“Would you wanna know when you were gonna die?”
“But if you did…what would you do if you knew how long you had?”
“I would try and figure out how to be happy.”
“Then why don’t you?”
“Maybe I will.”
We watched The Angriest Man in Brooklyn this afternoon. I’ve always been a big Robin Williams fan (Who isn’t?! You’ve got to at least like Aladdin!). It was particularly moving to see a film in which he plays a man who is mistakenly told he has 90 minutes to live by his doctor.
“l’m sorry this only came clear to me now that l’m dying, but…that’s how life rolls out. The only people who don’t look back with regret are idiots and psychopaths.”
Williams’ character starts to record a message for his son in case he dies before he makes it to him to apologize for their broken relationship. Clearly, I didn’t have dry eyes at this point in the film, but it doesn’t take much for the waterworks to turn on.
Upon searching for the quote from a conversation that Robin Williams’ character shares with Mila Kunis’ character and the one where he is filming a message for his son, I came across this quote from 1998, where he was asked about his thought on heaven:
“I think you just look at your own life and just realize what things are precious to you and that’s what I did when I was doing it. You know I would come home and just realize how extraordinary that you have Heaven in front of you.”

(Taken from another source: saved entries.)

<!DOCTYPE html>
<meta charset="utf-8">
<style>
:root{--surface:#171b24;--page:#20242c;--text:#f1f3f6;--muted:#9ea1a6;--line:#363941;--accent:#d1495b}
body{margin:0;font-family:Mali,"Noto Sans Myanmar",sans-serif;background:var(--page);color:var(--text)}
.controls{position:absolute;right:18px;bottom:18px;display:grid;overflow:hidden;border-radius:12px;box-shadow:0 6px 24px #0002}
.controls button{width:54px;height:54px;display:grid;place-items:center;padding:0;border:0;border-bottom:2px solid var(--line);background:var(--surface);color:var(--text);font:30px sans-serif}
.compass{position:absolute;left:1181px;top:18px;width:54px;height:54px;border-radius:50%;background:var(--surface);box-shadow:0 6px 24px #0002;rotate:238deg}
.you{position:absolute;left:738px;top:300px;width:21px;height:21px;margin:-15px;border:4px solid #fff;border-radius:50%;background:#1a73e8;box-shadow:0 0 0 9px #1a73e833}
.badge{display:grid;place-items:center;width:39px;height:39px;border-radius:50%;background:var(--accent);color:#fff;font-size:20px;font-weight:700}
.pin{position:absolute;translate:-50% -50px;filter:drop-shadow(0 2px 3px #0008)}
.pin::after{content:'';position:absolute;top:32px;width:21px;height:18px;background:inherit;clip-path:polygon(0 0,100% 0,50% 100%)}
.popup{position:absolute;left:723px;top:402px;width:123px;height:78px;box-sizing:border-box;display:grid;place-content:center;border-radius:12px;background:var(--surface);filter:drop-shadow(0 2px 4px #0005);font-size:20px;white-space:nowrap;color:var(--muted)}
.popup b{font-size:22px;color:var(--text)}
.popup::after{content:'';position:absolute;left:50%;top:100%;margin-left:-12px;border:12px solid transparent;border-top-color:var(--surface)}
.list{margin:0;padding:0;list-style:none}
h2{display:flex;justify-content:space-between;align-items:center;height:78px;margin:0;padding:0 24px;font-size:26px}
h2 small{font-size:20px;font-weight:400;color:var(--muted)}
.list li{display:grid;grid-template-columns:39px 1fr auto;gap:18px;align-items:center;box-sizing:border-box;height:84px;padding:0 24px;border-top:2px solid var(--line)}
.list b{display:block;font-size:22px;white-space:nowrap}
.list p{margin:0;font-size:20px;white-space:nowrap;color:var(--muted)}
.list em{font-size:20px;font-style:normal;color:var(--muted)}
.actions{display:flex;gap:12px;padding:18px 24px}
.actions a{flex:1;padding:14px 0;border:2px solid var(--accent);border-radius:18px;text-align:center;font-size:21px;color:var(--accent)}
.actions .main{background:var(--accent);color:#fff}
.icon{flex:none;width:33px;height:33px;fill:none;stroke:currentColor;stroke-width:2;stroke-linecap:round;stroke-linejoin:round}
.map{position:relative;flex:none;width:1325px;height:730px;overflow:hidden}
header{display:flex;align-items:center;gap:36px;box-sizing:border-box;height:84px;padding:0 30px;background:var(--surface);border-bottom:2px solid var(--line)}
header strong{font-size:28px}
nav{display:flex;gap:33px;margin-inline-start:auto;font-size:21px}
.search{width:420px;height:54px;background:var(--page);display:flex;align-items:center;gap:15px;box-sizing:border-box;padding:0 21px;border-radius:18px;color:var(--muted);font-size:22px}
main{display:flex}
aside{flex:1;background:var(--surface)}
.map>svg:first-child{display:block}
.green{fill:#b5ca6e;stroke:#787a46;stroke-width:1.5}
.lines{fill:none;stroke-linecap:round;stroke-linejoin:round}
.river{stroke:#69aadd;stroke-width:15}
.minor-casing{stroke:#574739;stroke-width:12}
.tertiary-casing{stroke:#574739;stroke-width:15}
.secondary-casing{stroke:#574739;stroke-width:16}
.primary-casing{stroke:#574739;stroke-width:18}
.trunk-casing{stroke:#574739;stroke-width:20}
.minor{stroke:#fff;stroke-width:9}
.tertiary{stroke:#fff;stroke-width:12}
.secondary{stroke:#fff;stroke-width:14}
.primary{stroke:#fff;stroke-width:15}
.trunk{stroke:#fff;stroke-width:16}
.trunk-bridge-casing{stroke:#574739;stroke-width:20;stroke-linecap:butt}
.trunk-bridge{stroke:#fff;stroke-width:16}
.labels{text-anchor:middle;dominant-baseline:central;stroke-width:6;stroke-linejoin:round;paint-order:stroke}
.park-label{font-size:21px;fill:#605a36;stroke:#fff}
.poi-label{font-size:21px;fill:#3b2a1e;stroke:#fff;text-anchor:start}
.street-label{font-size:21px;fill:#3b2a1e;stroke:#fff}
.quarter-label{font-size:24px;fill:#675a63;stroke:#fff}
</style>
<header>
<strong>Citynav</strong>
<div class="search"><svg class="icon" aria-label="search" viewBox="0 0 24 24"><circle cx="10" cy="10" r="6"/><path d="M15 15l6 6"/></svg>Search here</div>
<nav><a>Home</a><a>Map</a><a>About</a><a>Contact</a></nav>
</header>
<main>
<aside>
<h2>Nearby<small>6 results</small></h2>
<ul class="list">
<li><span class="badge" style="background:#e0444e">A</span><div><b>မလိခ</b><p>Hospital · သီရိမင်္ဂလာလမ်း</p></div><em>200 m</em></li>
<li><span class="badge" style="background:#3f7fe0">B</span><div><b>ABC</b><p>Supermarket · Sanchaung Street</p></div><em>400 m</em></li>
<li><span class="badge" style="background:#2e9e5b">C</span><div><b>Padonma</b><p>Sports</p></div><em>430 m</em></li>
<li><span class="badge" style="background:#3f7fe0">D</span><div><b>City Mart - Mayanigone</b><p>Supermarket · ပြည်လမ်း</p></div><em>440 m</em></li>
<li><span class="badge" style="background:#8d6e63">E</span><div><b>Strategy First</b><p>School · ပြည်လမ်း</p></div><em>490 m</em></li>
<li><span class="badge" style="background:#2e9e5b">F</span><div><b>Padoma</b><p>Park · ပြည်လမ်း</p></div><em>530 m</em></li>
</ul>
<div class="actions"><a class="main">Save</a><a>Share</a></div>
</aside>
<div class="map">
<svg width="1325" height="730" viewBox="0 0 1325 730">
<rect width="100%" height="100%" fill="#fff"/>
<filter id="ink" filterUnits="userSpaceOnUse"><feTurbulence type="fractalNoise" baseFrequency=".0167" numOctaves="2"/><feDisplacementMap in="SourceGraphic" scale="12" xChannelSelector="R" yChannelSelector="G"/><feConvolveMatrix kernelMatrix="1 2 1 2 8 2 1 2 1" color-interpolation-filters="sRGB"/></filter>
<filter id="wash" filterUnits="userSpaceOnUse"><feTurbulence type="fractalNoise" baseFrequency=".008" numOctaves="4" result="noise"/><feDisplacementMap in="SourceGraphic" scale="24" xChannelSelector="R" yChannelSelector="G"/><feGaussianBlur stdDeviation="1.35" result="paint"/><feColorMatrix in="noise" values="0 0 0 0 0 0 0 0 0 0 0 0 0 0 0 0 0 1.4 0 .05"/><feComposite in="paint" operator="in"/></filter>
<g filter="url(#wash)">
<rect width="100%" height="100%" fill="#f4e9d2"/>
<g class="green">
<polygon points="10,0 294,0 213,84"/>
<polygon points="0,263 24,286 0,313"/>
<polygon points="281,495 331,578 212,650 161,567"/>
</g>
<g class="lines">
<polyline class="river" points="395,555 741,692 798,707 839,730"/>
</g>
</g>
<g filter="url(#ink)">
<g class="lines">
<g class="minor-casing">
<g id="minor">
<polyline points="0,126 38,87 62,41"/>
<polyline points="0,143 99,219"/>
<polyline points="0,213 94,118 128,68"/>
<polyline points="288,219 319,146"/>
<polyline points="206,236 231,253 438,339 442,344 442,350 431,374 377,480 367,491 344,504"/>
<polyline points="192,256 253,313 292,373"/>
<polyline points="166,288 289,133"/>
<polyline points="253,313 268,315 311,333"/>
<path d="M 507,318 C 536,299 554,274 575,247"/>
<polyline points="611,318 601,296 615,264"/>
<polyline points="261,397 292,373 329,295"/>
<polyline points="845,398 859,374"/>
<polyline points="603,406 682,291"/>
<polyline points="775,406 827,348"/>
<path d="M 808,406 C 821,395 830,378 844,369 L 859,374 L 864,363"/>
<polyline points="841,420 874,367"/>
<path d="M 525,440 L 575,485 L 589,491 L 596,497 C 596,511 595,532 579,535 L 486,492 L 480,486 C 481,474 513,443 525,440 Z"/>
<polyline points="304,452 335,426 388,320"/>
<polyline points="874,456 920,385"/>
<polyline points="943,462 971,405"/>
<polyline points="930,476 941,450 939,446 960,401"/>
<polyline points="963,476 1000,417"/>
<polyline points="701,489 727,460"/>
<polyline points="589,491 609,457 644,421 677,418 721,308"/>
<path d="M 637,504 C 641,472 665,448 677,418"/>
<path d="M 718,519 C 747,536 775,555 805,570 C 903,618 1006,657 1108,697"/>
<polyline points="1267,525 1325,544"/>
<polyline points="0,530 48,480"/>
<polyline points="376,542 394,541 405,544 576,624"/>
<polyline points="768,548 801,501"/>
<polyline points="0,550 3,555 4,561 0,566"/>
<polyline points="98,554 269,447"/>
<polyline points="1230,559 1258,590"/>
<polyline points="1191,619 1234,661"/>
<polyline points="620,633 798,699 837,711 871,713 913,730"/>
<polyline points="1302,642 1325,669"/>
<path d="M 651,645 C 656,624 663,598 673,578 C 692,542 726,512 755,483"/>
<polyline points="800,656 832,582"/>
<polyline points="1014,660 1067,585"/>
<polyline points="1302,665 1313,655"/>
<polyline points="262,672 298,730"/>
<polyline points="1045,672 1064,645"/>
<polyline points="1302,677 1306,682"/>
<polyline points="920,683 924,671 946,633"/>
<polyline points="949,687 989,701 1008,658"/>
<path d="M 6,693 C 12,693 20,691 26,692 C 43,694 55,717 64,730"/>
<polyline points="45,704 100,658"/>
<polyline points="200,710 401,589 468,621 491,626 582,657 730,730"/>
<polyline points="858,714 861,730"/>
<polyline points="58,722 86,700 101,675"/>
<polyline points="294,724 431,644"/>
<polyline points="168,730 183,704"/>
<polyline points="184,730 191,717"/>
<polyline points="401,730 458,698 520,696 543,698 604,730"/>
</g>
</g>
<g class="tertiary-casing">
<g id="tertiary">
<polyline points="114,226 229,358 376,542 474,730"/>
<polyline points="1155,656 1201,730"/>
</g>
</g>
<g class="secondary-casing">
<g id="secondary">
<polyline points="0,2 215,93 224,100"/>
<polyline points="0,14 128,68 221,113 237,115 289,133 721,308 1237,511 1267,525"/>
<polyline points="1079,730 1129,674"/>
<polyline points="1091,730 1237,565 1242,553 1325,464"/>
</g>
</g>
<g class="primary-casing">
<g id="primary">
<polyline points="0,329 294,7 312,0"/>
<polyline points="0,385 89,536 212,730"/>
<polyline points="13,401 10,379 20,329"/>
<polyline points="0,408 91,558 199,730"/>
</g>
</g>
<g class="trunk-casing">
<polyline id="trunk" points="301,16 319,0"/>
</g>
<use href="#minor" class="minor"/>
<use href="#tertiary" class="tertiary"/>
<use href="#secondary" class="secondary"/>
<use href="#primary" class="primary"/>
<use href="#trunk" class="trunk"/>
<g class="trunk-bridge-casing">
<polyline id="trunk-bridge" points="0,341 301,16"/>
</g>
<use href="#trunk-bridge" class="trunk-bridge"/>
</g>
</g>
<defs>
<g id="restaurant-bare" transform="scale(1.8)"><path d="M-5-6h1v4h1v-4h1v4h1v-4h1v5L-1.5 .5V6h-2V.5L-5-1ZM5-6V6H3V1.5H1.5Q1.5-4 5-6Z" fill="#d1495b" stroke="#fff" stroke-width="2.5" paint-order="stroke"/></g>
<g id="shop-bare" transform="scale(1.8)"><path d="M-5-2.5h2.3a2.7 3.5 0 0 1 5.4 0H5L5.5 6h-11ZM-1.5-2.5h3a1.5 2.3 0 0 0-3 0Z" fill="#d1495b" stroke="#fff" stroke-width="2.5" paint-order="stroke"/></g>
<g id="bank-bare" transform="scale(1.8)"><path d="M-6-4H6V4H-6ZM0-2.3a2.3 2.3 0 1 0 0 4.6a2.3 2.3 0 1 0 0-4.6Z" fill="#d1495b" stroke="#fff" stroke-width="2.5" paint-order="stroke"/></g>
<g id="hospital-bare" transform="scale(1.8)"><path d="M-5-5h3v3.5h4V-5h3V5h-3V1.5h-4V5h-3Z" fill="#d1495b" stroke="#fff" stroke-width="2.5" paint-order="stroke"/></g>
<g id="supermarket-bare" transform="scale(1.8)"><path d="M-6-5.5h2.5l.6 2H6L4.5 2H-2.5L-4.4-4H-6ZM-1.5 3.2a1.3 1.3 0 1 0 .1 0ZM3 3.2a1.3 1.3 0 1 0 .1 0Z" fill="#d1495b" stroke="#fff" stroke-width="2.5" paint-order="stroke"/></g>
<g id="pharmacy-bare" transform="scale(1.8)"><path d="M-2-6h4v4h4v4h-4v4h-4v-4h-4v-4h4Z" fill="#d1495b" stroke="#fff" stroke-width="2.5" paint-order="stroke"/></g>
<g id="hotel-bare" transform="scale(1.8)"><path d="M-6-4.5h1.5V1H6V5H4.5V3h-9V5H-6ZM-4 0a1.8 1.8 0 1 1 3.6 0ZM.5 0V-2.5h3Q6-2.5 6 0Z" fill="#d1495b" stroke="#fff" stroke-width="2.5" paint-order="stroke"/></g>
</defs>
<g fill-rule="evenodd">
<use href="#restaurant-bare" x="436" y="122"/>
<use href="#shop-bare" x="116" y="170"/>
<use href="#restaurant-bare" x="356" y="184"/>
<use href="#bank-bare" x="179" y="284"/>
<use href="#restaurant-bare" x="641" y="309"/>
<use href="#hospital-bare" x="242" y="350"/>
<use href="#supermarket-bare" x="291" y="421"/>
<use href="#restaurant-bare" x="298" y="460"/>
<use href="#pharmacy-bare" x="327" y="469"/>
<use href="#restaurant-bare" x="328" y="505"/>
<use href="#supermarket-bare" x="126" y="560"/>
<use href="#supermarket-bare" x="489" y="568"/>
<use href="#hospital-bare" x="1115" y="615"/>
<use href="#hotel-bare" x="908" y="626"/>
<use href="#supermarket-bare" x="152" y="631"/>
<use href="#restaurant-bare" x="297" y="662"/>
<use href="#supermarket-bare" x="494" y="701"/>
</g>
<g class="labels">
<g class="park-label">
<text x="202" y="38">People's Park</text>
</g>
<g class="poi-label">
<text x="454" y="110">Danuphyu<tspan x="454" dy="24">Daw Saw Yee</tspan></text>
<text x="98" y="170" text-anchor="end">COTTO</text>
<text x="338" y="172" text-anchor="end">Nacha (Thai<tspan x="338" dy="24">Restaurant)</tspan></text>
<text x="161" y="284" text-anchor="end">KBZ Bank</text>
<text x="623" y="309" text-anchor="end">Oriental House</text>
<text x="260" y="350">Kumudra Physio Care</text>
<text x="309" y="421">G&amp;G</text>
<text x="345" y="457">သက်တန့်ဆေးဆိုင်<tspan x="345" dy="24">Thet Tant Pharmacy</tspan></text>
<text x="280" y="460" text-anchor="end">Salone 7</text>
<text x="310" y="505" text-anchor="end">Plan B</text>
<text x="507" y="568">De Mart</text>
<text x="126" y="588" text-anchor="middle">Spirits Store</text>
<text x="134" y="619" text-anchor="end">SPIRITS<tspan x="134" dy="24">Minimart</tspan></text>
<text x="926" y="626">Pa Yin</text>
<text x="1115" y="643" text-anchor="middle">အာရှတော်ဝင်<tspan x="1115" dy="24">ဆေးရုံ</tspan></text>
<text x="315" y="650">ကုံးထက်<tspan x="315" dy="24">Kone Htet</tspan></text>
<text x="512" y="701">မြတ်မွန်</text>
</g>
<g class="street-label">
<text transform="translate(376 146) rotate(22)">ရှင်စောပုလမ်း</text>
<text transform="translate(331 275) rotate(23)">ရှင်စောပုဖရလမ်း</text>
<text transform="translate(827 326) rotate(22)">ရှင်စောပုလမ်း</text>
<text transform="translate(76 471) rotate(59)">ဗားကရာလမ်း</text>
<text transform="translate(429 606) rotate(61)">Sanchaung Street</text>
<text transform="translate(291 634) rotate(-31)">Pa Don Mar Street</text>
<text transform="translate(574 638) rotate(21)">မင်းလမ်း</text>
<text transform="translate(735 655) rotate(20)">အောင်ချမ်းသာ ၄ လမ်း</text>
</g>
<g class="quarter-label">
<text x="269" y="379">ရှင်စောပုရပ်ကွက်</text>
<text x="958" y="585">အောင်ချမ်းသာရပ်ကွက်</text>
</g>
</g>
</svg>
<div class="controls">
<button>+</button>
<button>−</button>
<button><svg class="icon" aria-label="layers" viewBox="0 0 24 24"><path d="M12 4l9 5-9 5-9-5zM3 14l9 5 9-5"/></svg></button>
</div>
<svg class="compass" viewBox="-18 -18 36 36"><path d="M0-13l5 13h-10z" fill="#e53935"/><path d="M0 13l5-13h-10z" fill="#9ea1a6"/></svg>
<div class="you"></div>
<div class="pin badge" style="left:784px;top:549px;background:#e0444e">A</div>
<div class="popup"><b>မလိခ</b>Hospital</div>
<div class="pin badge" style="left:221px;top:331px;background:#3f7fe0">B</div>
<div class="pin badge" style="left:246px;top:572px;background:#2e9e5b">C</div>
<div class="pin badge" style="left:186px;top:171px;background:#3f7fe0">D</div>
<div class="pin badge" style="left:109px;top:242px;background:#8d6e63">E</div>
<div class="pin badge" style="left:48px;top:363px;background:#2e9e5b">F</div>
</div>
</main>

Before the movie started, I had found myself in a particularly irritable mood and couldn’t even figure out why. As always, I usually find something to quickly snap me back to reality and remember all that I should be grateful for.
It’s really easy to let life’s nuisances get in the way of all the wonderful things. When I get frustrated I try to start making a mental list of all things that keep me motivated, energized and ultimately light up my life.
“Never get tired of doing little things for others. Sometimes those little things occupy the biggest part of their hearts.” Think about the last time someone said thank you to you and they genuinely meant it. When someone waited those few extra moments to hold the door when you’ve already been struggling with the bag, water bottle, phone, keys and mail that you were carrying. How about when someone flashed a genuine smile for no reason at all. Asked how you were doing and the sincerity could almost be bottled up and saved forever… You never know if those little things that you are doing for others are making their day just as much as it’s done for you.
More little things that are often overlooked. Front row parking spots. Being able to carry all your groceries in all at once (even if you lose feeling in a couple fingers). Taking a fitness class from your favorite teacher. Being surprised with your favorite treat, flowers, handwritten note..whatever! A genuine compliment. Choosing the quick checkout line. Sunshine after days of rain. No traffic. Don’t forget to appreciate all of life’s “little” blessings.
My parents. They are tied in first place for the “Most Important Person in My Life”. I always use to think that something like this would go without saying. However, over the years, I’ve met a lot of people that don’t have amazing relationships with their parents. Luckily, I am fortunate to have a great relationship with both of mine. I’m even more grateful for the fact that they are both still here with me. In my eyes, they are as perfect as they come. I could go on for days and days as to all of the things I love about them, so I will save that for a separate post. 😉
My boyfriend. I’ve never been one to profess my love over social media or talk nonstop about my significant other. I do not choose to participate in the ever so popular #MCM (Man Crush Monday) on Instagram or post all of our biz-nass on the Book of Face, but he definitely gets the silver medal since my parents are tied with the gold.
You. If you’re reading this I know you’re a special part of my life. All of the friends, family, clients and coworkers I have currently and have had over the years are such amazing people.
So back to the beginning… most of us don’t know when our last day will be. However, most of us should live each day not only as if it is our last, but as if it’s the last day for all our loved ones too. I know it sounds cliche and a little dramatic, but hey most great things in life are. When Williams’ character was told that not only it was his last day, but that he only had 90 minutes to live his priorities immediately switched. On the top of his list was getting to the people who meant the most to him and telling them how much he loved them.
As today comes to a close… were you happy with how today was spent? If not, what can you do tomorrow to make things better? Are you dreading tomorrow? What do you need to do to get to where you will look forward to tomorrow instead?